Kelmscott House, the former Hammersmith home of Morris, will show off the local artists' work alongside the museum's current exhibition. The famed arts society has carefully selected the students' pieces for the third year in a row.
Vanessa Manson from the William Morris Society said: "We are always delighted to host the Macbeth Centre exhibition and are particularly proud of this year's group. The students at Macbeth are incredibly talented artists and craft makers, and it gets more and more difficult to narrow down who we display each year."
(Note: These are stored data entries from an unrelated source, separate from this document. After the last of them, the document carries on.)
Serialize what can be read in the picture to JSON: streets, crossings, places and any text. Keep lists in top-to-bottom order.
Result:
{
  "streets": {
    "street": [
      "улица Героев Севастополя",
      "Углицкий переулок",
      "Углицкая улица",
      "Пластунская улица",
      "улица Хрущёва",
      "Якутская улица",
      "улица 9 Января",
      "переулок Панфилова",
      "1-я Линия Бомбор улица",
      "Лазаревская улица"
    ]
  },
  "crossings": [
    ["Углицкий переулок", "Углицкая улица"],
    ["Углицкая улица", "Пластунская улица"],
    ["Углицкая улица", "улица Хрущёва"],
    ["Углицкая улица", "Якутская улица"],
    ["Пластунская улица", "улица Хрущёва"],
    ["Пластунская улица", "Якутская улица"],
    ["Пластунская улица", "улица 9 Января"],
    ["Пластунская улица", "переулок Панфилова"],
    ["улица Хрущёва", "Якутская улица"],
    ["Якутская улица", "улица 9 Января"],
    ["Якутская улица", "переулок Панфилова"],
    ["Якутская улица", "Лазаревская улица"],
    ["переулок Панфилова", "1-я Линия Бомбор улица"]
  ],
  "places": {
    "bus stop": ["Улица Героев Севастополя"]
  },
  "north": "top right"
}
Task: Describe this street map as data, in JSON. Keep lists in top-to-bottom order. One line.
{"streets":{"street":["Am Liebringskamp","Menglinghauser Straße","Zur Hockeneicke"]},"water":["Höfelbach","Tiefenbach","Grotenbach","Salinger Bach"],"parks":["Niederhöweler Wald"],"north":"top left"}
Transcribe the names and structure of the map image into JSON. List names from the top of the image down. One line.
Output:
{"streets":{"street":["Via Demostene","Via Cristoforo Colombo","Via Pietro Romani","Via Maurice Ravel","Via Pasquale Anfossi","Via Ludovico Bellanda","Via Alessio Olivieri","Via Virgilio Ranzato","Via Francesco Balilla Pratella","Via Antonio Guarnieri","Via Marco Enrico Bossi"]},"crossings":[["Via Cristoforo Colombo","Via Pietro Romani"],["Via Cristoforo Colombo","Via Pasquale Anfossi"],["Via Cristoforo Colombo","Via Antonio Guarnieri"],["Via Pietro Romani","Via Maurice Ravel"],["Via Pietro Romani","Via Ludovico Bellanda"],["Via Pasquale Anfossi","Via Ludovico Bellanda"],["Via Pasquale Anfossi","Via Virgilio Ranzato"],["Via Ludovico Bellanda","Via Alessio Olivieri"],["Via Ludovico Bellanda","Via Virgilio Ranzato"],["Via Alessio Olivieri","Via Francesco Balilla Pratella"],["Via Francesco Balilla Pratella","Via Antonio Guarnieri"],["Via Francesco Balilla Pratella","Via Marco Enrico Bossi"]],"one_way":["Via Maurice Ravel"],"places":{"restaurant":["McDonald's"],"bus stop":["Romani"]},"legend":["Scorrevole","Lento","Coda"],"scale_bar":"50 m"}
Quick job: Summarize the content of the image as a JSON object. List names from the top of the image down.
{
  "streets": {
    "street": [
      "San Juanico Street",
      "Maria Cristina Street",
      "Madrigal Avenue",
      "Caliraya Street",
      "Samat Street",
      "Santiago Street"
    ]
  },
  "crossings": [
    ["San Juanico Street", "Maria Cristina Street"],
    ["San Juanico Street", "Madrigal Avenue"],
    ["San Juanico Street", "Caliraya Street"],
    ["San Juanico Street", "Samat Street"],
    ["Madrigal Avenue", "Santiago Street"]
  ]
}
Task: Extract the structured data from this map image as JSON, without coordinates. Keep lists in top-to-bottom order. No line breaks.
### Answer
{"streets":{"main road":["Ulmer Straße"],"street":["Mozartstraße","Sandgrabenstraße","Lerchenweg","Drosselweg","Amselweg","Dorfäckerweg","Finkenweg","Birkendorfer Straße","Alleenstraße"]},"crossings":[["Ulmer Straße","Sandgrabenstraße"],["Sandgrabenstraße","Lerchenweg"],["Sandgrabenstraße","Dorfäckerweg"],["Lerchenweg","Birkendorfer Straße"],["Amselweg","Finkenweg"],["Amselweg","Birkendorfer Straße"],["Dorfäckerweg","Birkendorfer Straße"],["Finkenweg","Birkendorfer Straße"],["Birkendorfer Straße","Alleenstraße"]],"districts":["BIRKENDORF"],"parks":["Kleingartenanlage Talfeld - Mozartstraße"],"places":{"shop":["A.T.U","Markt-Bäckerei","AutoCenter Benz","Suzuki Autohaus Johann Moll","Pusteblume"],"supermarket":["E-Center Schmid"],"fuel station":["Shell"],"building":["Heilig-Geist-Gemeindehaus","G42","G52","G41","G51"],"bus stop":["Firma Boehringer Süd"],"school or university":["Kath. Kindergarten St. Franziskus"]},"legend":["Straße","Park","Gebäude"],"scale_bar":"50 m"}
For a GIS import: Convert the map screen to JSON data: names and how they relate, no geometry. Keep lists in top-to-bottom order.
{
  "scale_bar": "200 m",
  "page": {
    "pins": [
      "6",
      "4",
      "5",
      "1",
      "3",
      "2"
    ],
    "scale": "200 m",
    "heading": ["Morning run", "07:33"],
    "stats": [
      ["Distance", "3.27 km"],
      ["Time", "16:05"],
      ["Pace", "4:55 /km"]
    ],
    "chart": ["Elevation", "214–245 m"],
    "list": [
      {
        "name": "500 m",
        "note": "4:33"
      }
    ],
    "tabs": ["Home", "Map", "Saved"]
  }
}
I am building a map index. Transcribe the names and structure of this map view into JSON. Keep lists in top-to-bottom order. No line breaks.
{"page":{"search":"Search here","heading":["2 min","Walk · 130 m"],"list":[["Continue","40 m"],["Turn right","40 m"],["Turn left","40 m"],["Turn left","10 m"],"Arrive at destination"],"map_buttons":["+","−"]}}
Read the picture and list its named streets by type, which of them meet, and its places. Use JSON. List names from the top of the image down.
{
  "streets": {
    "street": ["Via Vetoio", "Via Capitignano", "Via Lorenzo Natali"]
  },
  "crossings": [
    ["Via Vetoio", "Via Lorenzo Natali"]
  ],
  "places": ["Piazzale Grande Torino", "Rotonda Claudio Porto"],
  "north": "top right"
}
Hammersmith & Fulham Council's Macbeth Centre offers dozens of arts and crafts classes starting after half term. Find the full list and sign up on our website.
Featured artists
The showcase features a wide variety of pieces from our talented learners, including portraits, textile paintings, woodwork, stained glass, ceramics and jewellery.
Talented artist Elena Sivachenko has been selected for a third year running. Her silver brooch, Ludmila: My Doctor's Heart, was picked this year.
"I was so happy for this recognition. It really helps my confidence. The Macbeth Centre has played an extraordinary role in my wellbeing," she said.
She originally made the piece of jewellery as gift for her doctor, Ludmila. "My doctor is very excited and honoured about her brooch being exhibited," Elena explained.
Lucy Floyer's stained glass piece, Parakeets in Ealing, was also selected at the Macbeth Centre's recent Arts & Crafts Exhibition.
She explained: "William Morris is an artist and designer I greatly admire, both for the work he produced and his philosophy of design and manufacturing, so it's a great honour for my work to be exhibited at Kelmscott House."
Visit the exhibition
The Macbeth Centre learners' exhibition is open every Thursday, Saturday and Sunday, 2pm to 5pm, until Sunday 3 November. It's free for H&F residents.
The display is at the Coach House and basement of Kelmscott House, 26 Upper Mall, Hammersmith W6 9TA – home of the William Morris Society, established in 1955.
The William Morris Society is also exhibiting a collection of objects donated by Helena Stephenson, who was an avid enthusiast of William Morris.
The society is dedicated to preserving his legacy and ideas of William Morris (1834-1896) who was an artist, designer, craftsman, writer and environmentalist. Morris dramatically changed the fashions and ideologies of the Victorian era, and he lived at Kelmscott House in Hammersmith from 1878 until his death in 1896.